Rondon estagiava, há pouco mais de um
ano, em uma agência bancária no centro da cidade. No posto de
assistente da gerência, sua atribuição básica era municiar o
comitê com os relatórios do dia e registrar no sistema as
contratações e as renovações dos investimentos da clientela:
CDB, RDB, poupança, fundos e por aí vai.
O rapazote era até responsável para
a idade (tinha vinte e três anos): demonstrava interesse pelo
trabalho, cumpria com o seu dever e era assíduo, o que agradava ao
corpo gerencial. Era bem humorado e cortês com a clientela, por isso
não tardou em conquistar a simpatia dos colegas.

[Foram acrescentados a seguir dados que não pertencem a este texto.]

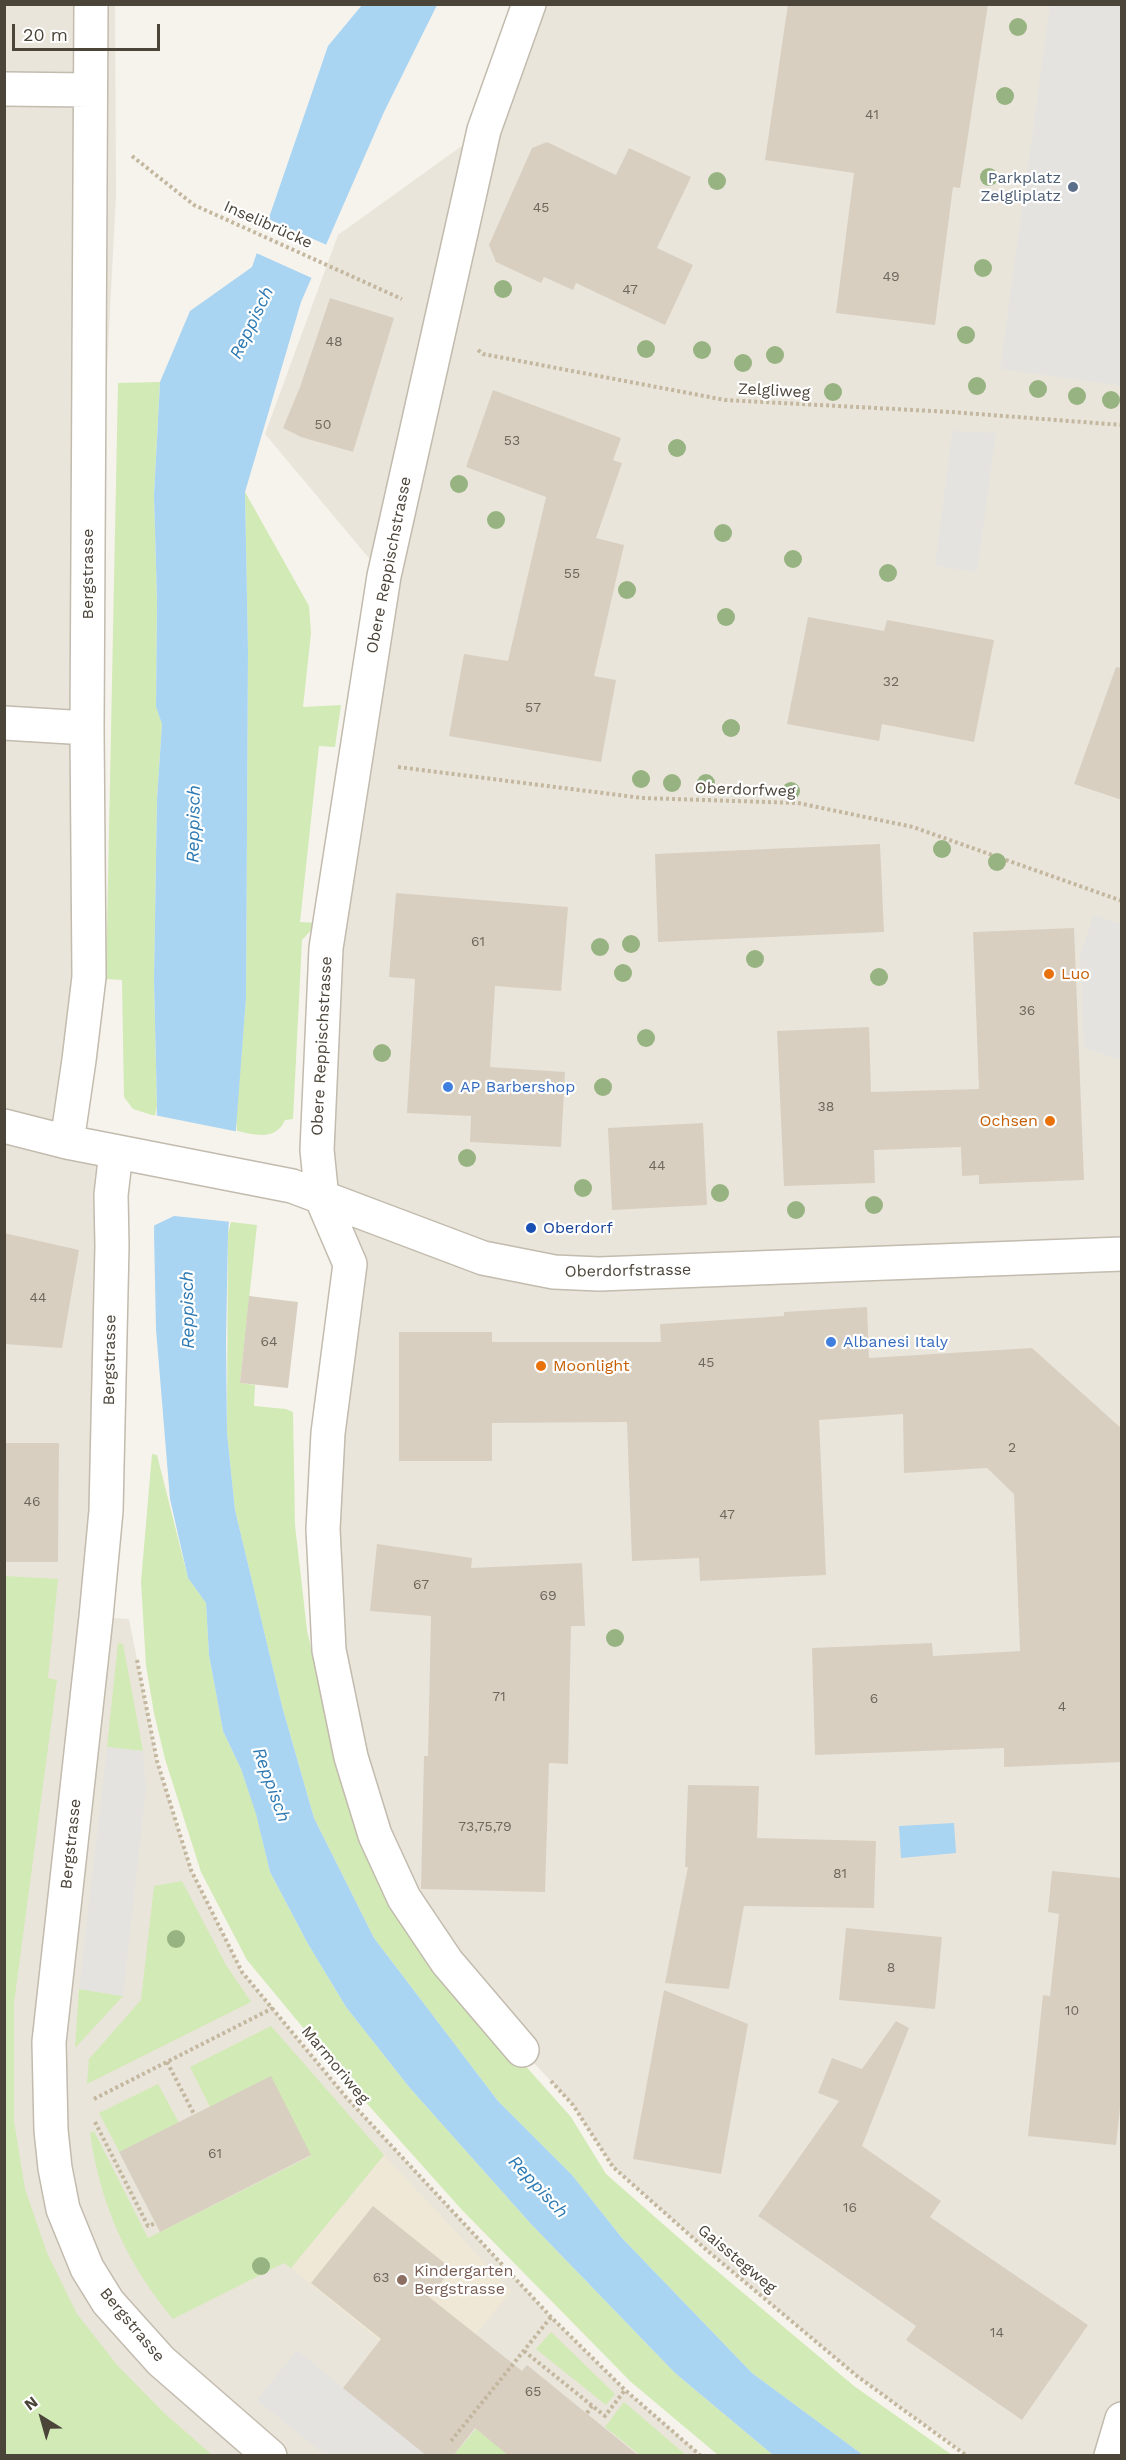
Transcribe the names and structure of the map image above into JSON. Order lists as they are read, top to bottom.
{
  "streets": {
    "street": ["Obere Reppischstrasse", "Bergstrasse", "Oberdorfstrasse"],
    "path": [
      "Inselibrücke",
      "Zelgliweg",
      "Oberdorfweg",
      "Marmoriweg",
      "Gaisstegweg"
    ]
  },
  "crossings": [
    ["Inselibrücke", "Zelgliweg"],
    ["Inselibrücke", "Obere Reppischstrasse"],
    ["Inselibrücke", "Bergstrasse"],
    ["Zelgliweg", "Obere Reppischstrasse"],
    ["Obere Reppischstrasse", "Oberdorfweg"],
    ["Obere Reppischstrasse", "Oberdorfstrasse"],
    ["Obere Reppischstrasse", "Gaisstegweg"],
    ["Bergstrasse", "Oberdorfstrasse"]
  ],
  "water": ["Reppisch"],
  "places": [
    "Parkplatz Zelgliplatz",
    "Luo",
    "AP Barbershop",
    "Ochsen",
    "Oberdorf",
    "Albanesi Italy",
    "Moonlight",
    "Kindergarten Bergstrasse"
  ],
  "house_numbers": [
    "41",
    "45",
    "49",
    "47",
    "48",
    "50",
    "53",
    "55",
    "32",
    "57",
    "61",
    "36",
    "38",
    "44",
    "44",
    "64",
    "45",
    "2",
    "46",
    "47",
    "67",
    "69",
    "71",
    "6",
    "4",
    "73,75,79",
    "81",
    "8",
    "10",
    "61",
    "16",
    "63",
    "14",
    "65"
  ],
  "scale_bar": "20 m",
  "north": "top left"
}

Rondon, como se sabe, é um sobrenome
raro. Na agência em que o moço trabalhava, ninguém conhecera um
homônimo além do Marechal Cândido Mariano da Silva, notável
militar e sertanista brasileiro, criador do Serviço de Proteção ao
Índio. Mas logo no início da carreira do estagiário, um gerente
gaiato tratou de vinculá-lo ao histórico compatriota,
concedendo-lhe a alcunha de marechal.
O apelido (mais zombeteiro que carinhoso) pegou, apesar da patente
às avessas desse marechal
estagiário que recebia
ordens.
Pois bem, em certa manhã Rondon não
compareceu ao serviço. Só no início da tarde um colega da agência
ficara sabendo que o louvado estagiário andava enfermo.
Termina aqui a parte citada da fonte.